Homework 4

Instructions

In this assignment, you’ll turn to the Hospital Cost Report Information System data. These data are described in detail in the HCRIS GitHub Repo.

Once you have the data downloaded and the code running, answer the following questions:

The due date for initial submission is 4/7, the revision due date is 4/9, and the final due date is Friday, 4/11.

Summarize the data

  1. How many hospitals filed more than one report in the same year? Show your answer as a line graph of the number of hospitals over time.

  2. After removing/combining multiple reports, how many unique hospital IDs (Medicare provider numbers) exist in the data?

  3. What is the distribution of total charges (tot_charges in the data) in each year? Show your results with a “violin” plot, with charges on the y-axis and years on the x-axis. For a nice tutorial on violin plots, look at Violin Plots with ggplot2.

  4. What is the distribution of estimated prices in each year? Again present your results with a violin plot, and recall our formula for estimating prices from class. Be sure to do something about outliers and/or negative prices in the data.
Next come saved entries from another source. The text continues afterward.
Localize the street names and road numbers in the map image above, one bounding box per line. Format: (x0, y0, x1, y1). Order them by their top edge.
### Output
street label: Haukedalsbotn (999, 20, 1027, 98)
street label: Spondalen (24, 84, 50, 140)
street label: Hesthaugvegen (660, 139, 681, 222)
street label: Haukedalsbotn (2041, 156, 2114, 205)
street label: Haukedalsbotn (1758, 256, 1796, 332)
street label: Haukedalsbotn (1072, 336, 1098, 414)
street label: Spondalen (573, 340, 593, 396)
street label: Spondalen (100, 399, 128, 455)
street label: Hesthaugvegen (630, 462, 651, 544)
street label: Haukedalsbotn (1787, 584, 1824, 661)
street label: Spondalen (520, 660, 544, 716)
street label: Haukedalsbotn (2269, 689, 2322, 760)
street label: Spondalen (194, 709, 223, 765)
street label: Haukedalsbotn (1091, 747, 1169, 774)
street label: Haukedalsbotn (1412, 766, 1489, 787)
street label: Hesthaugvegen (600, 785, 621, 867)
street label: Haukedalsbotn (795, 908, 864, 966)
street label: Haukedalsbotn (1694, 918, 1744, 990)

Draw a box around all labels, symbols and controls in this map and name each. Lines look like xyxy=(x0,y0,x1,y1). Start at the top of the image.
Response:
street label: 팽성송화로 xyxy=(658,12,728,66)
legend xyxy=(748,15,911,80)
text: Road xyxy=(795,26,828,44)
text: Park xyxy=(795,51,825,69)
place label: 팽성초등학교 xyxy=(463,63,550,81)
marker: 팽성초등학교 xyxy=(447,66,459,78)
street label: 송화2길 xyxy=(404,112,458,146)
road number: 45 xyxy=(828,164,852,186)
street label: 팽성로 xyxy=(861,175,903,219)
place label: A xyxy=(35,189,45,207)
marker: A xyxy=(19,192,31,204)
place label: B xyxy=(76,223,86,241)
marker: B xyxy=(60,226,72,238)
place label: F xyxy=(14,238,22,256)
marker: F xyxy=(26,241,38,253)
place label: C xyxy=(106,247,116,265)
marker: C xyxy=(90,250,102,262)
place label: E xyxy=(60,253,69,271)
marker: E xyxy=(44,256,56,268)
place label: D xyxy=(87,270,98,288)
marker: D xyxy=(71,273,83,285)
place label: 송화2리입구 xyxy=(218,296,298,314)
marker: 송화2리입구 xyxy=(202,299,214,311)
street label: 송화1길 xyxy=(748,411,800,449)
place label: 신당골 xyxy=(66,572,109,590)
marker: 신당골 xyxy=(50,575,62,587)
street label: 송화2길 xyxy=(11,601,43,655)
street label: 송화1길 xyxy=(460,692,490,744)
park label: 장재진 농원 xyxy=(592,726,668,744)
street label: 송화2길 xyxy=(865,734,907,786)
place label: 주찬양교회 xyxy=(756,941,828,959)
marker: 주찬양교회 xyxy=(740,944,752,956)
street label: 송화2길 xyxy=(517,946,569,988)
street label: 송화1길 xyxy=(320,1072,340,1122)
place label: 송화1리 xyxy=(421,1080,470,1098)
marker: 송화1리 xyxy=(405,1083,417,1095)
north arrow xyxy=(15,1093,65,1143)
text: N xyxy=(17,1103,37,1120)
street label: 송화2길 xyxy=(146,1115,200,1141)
discount_factor = 1-tot_discounts/tot_charges
price_num = (ip_charges + icu_charges + ancillary_charges)*discount_factor - tot_mcare_payment
price_denom = tot_discharges - mcare_discharges
price = price_num/price_denom

Estimate ATEs

For the rest of the assignment, we’ll use a regression discontinuity design to estimate the average treatment effect from receiving a marginally higher rating. We’ll focus only on 2010.

  1. Calculate the running variable underlying the star rating. Provide a table showing the number of plans that are rounded up into a 3-star, 3.5-star, 4-star, 4.5-star, and 5-star rating.

  2. Using the RD estimator with a bandwidth of 0.125, provide an estimate of the effect of receiving a 3-star versus a 2.5 star rating on enrollments. Repeat the exercise to estimate the effects at 3.5 stars, and summarize your results in a table.

  3. Repeat your results for bandwidhts of 0.1, 0.12, 0.13, 0.14, and 0.15 (again for 3 and 3.5 stars). Show all of the results in a graph. How sensitive are your findings to the choice of bandwidth?

  4. Examine (graphically) whether contracts appear to manipulate the running variable. In other words, look at the distribution of the running variable before and after the relevent threshold values. What do you find?

  5. Similar to question 4, examine whether plans just above the threshold values have different characteristics than contracts just below the threshold values. Use HMO and Part D status as your plan characteristics.

  6. Summarize your findings from 5-9. What is the effect of increasing a star rating on enrollments? Briefly explain your results.